Birth Canal, Dias Novita Wuri’s provocatively-titled and self-translated debut novel, represents the Indonesian author’s mesmerizing endeavor to make visible both the female body and the structure of storytelling, deftly exposing the tensions between “legible” narrative and “shameful” history. Originally titled Jalan Lahir in its original Indonesian, the text carries multiple thematic and structural possibilities at its outset: jalan means pathway, road, approach, line, lineage, course, passage, while its etymological origins, borrowed from yalan in Ottoman Turkish, suggests deceit, fakery, lie; lahir, from the Arabic zahir, means “emergence / coming into existence” as noun, “to be born” as verb, and “outer,” “physical,” or “overt” as adjective.

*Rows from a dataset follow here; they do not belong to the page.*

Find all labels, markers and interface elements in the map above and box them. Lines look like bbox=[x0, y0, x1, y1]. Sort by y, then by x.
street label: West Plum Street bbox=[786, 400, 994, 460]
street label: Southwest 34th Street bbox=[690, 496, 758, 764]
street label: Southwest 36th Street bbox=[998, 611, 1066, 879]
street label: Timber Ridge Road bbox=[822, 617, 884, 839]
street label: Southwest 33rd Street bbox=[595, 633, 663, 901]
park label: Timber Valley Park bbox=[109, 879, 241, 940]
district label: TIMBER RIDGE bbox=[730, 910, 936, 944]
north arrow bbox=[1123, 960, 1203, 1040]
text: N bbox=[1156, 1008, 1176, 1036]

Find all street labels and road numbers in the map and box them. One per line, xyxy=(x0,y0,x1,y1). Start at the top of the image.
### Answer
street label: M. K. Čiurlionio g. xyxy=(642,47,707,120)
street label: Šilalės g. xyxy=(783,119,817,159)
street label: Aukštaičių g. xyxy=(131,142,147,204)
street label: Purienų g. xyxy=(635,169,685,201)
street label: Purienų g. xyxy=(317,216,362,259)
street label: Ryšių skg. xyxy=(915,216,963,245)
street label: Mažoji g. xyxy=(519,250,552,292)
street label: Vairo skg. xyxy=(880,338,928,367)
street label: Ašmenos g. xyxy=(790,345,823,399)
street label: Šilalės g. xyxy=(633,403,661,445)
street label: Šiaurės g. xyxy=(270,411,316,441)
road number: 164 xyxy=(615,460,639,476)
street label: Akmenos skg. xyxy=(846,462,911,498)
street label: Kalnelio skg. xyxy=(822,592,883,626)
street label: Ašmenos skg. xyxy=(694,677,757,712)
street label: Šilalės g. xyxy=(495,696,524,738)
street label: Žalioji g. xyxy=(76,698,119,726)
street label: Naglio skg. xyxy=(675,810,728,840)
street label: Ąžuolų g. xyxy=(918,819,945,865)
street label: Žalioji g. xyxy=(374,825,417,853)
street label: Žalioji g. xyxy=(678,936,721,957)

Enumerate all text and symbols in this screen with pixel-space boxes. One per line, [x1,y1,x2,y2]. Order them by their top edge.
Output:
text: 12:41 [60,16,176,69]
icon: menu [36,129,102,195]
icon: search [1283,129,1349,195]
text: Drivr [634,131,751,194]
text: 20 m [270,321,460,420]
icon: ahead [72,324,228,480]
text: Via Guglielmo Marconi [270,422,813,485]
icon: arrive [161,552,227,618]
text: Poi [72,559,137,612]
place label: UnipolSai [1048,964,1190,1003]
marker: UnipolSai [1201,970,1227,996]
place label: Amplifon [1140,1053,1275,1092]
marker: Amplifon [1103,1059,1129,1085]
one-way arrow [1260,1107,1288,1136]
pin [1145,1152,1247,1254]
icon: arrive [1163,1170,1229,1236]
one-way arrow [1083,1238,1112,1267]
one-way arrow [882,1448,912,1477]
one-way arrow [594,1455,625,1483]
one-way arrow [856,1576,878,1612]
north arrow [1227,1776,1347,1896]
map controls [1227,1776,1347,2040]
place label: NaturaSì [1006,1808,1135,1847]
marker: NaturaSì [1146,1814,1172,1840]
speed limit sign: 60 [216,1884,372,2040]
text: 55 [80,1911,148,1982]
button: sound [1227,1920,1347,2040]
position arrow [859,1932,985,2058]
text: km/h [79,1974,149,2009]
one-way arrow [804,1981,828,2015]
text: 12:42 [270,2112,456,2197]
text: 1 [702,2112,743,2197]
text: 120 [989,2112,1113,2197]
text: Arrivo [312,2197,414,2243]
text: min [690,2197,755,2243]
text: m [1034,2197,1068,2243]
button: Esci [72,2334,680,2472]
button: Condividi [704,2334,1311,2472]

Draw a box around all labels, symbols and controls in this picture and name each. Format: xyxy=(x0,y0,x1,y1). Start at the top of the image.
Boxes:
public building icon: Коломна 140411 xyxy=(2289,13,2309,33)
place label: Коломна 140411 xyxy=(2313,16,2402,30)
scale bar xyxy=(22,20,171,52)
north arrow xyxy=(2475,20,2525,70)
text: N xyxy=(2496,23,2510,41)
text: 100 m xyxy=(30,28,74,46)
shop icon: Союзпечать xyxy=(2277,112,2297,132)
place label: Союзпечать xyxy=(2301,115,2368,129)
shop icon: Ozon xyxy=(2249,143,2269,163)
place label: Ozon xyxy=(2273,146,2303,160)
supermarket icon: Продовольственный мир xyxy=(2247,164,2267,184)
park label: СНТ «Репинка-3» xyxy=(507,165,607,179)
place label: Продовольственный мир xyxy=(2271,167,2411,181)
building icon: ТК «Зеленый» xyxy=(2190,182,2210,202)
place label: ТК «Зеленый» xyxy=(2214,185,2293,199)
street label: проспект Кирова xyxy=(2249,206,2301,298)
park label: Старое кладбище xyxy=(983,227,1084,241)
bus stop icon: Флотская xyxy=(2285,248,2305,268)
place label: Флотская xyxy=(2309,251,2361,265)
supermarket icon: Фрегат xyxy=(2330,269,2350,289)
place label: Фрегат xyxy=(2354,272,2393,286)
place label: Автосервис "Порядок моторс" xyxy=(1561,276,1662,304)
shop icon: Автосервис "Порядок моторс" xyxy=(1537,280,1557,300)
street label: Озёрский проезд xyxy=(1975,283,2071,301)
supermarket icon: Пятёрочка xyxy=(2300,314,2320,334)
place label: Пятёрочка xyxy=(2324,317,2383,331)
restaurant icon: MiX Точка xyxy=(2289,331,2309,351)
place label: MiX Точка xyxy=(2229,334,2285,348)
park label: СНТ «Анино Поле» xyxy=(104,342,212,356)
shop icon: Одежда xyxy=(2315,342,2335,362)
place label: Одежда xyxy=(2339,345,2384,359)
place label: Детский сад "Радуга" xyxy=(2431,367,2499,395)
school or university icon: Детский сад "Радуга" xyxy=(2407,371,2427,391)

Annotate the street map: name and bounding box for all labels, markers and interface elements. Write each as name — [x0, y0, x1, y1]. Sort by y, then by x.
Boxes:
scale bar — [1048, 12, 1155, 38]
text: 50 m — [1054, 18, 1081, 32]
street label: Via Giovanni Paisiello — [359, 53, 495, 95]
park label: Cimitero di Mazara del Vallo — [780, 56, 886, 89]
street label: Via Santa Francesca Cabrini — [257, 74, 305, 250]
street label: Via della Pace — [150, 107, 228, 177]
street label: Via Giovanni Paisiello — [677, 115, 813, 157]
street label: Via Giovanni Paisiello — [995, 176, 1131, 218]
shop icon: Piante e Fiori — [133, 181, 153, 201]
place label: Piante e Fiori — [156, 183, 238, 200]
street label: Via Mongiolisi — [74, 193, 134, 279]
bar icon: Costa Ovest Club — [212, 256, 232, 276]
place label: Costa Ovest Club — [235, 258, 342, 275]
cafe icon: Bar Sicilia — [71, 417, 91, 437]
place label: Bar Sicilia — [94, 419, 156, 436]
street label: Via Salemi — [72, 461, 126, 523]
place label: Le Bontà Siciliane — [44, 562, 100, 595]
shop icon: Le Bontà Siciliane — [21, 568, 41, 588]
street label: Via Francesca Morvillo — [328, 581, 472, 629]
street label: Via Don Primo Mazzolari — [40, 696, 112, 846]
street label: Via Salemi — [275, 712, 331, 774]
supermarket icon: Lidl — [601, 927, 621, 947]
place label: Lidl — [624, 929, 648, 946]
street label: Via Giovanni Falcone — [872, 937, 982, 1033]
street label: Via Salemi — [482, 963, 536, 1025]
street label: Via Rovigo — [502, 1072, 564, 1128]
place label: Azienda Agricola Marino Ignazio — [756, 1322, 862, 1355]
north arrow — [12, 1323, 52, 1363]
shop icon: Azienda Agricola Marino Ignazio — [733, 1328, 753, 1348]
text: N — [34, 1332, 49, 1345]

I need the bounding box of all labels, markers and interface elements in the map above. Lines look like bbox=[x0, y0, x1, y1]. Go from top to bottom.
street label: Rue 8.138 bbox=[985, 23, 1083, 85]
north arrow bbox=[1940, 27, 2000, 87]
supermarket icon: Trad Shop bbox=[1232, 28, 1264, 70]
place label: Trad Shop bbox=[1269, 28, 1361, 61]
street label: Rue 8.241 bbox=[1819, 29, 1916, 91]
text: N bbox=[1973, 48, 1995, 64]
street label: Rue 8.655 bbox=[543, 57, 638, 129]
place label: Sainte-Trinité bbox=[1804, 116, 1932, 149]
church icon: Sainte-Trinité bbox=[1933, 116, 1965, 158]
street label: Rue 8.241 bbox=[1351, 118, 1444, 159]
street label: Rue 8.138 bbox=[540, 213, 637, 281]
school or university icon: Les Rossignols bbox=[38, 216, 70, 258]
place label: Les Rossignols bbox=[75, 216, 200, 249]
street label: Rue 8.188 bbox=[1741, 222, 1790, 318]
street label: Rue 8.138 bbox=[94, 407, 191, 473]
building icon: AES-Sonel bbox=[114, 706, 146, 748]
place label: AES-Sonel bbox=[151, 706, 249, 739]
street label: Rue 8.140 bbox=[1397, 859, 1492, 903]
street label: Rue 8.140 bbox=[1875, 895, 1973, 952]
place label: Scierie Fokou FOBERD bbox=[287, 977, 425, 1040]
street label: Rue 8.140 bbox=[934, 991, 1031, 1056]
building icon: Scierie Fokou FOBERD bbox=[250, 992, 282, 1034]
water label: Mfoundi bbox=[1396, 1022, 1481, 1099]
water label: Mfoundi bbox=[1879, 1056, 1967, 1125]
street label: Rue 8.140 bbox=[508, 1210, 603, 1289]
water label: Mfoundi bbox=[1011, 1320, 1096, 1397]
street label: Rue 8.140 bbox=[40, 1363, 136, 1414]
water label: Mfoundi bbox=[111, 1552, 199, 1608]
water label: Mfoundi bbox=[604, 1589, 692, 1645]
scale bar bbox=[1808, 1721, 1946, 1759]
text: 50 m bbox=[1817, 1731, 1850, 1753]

Weaving this ambiguity throughout the narrative, Wuri explores the territory between linear storytelling and disputed, fragmented history by shifting gracefully between first-person, second person, and third-person omniscient viewpoints. As such, Birth Canal consists of four densely structured, cinematic chapters, crossing multiple timelines and cities in Indonesia and Japan to slowly reveal the links between its six female protagonists, Nastiti, Rukmini, Arini, Hanako, Dara, and Ayaka.

The novel opens in teeming, present-day Jakarta to trail after Nastiti, a young, sexually liberated office worker about to self-administer her abortion in secret; Indonesia—a Muslim-majority country—outlaws this procedure. The chapter is narrated from the perspective of an unnamed childhood friend who recounts his platonic, unrequited love for Nastiti up until the day after her abortion, upon which she disappears from his life. In his recollections, we see Nastiti refracted as a cypher—similar to how her image is captured on another occasion by a Western street photographer and subsequently enlarged for a gallery exhibition. The young man acknowledges that despite, or precisely due to Nastiti’s hypnotic allure, she is hard to read:

Sometimes Nastiti’s innocence could seem as bare as a peeled fruit, but that was only because she was allowing it. Other times she could close herself off completely.

Nastiti, like her mother Arini and her grandmother Rukmini in subsequent chapters, is a complex woman with a troubled past. Her apparent promiscuity excites and also repels the narrator, who is relegated to being her emotional appendage—someone to whom she can occasionally reveal shards of her inner turmoil, but seen mostly as “a hero who [arrives] too late; not helpful and not needed.” The narrator accepts this role passively, for he lacks the acumen to read Nastiti:

I was the person on whom Nastiti liked to dump any toxic waste that burdened her mind, but I never had the power to determine how much she would give me.

In the young man’s eyes, Nastiti represents the feminine counterpart to Melville’s white whale, at once blown up and reduced to fragments via modern technology and social media. Just as Moby Dick is Ahab’s obsession, feminine beauty—as embodied by Nastiti and other women in Birth Canal—is coveted by men in power (or any man wielding a camera) while generating violent misconceptions in its alienating, all-encompassing “femaleness.” Even if Nastiti is not a transcendent white whale but simply an ordinary Jakartan woman who commutes to some “boring office job” in her “ugly rubber flip-flops,” her refusal to become “readable,” like her willed disappearance from her friend’s life, sets the tone for the novel’s subsequent chapters.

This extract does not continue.